# Hybrid Vector/Relational in-memory DBMS for RAG/CAG/Agents running on Edge Devices

# 1. Overview and Goals

For hybrid AI systems to operate effectively on peripheral (edge) devices, a compact, fast, and reliable solution is required for storing and processing complex data structures for AI agents. This includes:

  1. RAG (Retrieval-Augmented Generation): Unstructured "facts" for semantic search.
  2. Knowledge Graph: Structured entities and their relationships, defined by an ontology and tracked over time.
  3. Agent Memory: State, history, and internal "thought" processes for multiple, distinct AI agents.

The goal of this architecture is to unify all these data types into a single, transactional, high-performance database with minimal overhead.

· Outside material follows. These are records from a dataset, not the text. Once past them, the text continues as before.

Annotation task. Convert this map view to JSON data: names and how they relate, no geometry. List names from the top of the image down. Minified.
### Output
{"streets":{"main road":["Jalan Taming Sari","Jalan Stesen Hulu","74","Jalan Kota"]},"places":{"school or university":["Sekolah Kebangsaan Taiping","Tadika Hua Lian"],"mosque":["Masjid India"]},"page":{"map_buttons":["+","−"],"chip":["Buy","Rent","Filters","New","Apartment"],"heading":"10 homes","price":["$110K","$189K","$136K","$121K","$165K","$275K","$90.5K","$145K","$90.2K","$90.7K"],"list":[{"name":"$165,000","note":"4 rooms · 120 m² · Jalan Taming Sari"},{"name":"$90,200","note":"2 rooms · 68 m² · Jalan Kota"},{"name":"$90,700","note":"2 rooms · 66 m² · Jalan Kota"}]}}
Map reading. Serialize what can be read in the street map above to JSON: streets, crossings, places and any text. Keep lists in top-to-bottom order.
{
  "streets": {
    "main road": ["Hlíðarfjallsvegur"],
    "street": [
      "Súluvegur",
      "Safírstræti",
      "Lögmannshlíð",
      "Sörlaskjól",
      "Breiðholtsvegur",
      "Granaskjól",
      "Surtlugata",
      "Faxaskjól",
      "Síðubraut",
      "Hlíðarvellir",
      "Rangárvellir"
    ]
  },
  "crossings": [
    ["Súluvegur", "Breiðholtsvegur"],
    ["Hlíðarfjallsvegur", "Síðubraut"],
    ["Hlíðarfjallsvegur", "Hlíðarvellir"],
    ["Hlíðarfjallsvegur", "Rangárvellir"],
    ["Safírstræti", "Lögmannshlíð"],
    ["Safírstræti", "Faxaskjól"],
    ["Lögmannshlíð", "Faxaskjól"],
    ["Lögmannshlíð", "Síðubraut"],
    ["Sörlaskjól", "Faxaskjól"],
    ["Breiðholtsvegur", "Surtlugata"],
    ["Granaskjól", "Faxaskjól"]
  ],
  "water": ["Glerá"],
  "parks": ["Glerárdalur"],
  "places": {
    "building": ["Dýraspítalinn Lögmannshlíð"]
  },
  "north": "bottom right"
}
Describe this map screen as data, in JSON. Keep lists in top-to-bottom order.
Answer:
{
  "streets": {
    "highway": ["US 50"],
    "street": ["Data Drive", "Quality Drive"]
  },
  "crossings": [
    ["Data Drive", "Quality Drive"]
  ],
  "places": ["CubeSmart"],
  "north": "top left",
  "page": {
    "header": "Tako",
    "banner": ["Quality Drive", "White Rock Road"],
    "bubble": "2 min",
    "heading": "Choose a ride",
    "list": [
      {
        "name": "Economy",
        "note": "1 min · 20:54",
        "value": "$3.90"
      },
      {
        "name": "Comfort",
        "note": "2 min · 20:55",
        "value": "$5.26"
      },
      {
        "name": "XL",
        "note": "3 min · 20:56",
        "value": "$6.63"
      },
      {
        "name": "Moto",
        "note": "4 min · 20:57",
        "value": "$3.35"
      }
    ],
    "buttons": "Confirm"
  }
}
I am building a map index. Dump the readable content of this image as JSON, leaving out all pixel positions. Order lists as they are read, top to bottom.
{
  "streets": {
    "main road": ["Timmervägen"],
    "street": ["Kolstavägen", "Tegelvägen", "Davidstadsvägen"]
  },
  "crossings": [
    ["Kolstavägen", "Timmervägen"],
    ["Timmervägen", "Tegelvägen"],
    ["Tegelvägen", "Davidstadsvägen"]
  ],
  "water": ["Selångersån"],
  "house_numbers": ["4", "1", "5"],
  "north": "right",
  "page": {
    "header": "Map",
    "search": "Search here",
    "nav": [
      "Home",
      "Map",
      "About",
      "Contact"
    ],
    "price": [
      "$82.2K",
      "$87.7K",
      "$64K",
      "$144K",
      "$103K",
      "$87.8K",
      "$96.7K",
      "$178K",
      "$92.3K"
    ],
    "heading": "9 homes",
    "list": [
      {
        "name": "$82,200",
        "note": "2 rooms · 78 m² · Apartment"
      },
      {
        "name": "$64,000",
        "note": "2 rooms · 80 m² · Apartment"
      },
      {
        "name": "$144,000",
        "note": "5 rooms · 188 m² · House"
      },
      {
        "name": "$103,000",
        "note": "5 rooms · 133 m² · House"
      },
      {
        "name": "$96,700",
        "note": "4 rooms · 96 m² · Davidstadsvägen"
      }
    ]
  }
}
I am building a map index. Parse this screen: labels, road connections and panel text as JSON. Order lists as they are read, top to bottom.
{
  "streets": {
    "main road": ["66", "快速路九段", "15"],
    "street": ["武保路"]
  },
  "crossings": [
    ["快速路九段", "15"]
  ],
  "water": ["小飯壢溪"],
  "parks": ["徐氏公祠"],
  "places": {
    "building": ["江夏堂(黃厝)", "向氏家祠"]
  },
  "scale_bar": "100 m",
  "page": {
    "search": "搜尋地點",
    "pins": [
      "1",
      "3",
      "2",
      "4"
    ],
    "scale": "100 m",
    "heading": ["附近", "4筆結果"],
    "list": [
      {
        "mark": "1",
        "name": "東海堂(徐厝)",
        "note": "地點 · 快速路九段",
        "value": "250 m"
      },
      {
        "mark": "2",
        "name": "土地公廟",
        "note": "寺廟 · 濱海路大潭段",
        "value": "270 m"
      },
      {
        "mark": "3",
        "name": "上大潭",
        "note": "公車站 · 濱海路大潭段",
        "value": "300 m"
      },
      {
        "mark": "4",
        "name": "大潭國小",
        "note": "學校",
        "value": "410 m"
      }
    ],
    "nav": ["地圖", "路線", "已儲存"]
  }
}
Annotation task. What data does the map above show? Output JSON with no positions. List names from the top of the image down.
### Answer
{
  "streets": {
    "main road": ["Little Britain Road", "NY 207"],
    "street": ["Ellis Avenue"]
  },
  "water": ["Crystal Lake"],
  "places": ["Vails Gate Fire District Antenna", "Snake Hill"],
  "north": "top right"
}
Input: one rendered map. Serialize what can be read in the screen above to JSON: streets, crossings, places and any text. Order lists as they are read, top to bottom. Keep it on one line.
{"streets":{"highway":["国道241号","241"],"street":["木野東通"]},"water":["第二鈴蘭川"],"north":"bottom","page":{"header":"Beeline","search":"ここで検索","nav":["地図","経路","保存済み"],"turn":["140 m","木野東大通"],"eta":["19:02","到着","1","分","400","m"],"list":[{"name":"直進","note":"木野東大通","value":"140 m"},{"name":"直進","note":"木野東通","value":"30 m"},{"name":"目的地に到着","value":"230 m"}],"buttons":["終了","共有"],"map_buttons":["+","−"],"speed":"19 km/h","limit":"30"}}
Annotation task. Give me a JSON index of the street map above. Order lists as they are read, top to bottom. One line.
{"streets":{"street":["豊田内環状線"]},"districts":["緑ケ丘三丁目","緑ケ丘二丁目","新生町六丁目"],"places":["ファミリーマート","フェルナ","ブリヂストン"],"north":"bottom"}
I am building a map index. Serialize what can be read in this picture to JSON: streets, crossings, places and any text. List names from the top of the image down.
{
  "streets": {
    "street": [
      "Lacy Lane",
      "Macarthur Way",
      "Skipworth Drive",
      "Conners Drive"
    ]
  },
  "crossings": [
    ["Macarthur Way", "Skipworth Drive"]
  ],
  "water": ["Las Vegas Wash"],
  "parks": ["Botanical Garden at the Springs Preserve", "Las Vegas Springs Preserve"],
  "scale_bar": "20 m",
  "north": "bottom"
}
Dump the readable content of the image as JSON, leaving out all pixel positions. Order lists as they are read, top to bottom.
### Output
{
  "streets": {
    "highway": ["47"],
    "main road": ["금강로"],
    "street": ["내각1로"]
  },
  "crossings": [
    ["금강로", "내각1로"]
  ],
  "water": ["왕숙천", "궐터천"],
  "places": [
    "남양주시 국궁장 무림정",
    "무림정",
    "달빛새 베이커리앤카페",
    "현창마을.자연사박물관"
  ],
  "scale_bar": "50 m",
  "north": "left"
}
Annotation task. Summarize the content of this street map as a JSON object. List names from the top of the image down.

# 2. Technology Choice: SQLite with Extensions

SQLite is selected as the foundation due to its unique advantages for edge scenarios:

  • Single File: Simplifies deployment, backup, and synchronization.
  • Serverless Operation: Embeds directly into the application, saving system resources.
  • Transactional (ACID): Guarantees data integrity.
  • Extensibility: Supports powerful extensions for specific tasks like vector search and JSON processing.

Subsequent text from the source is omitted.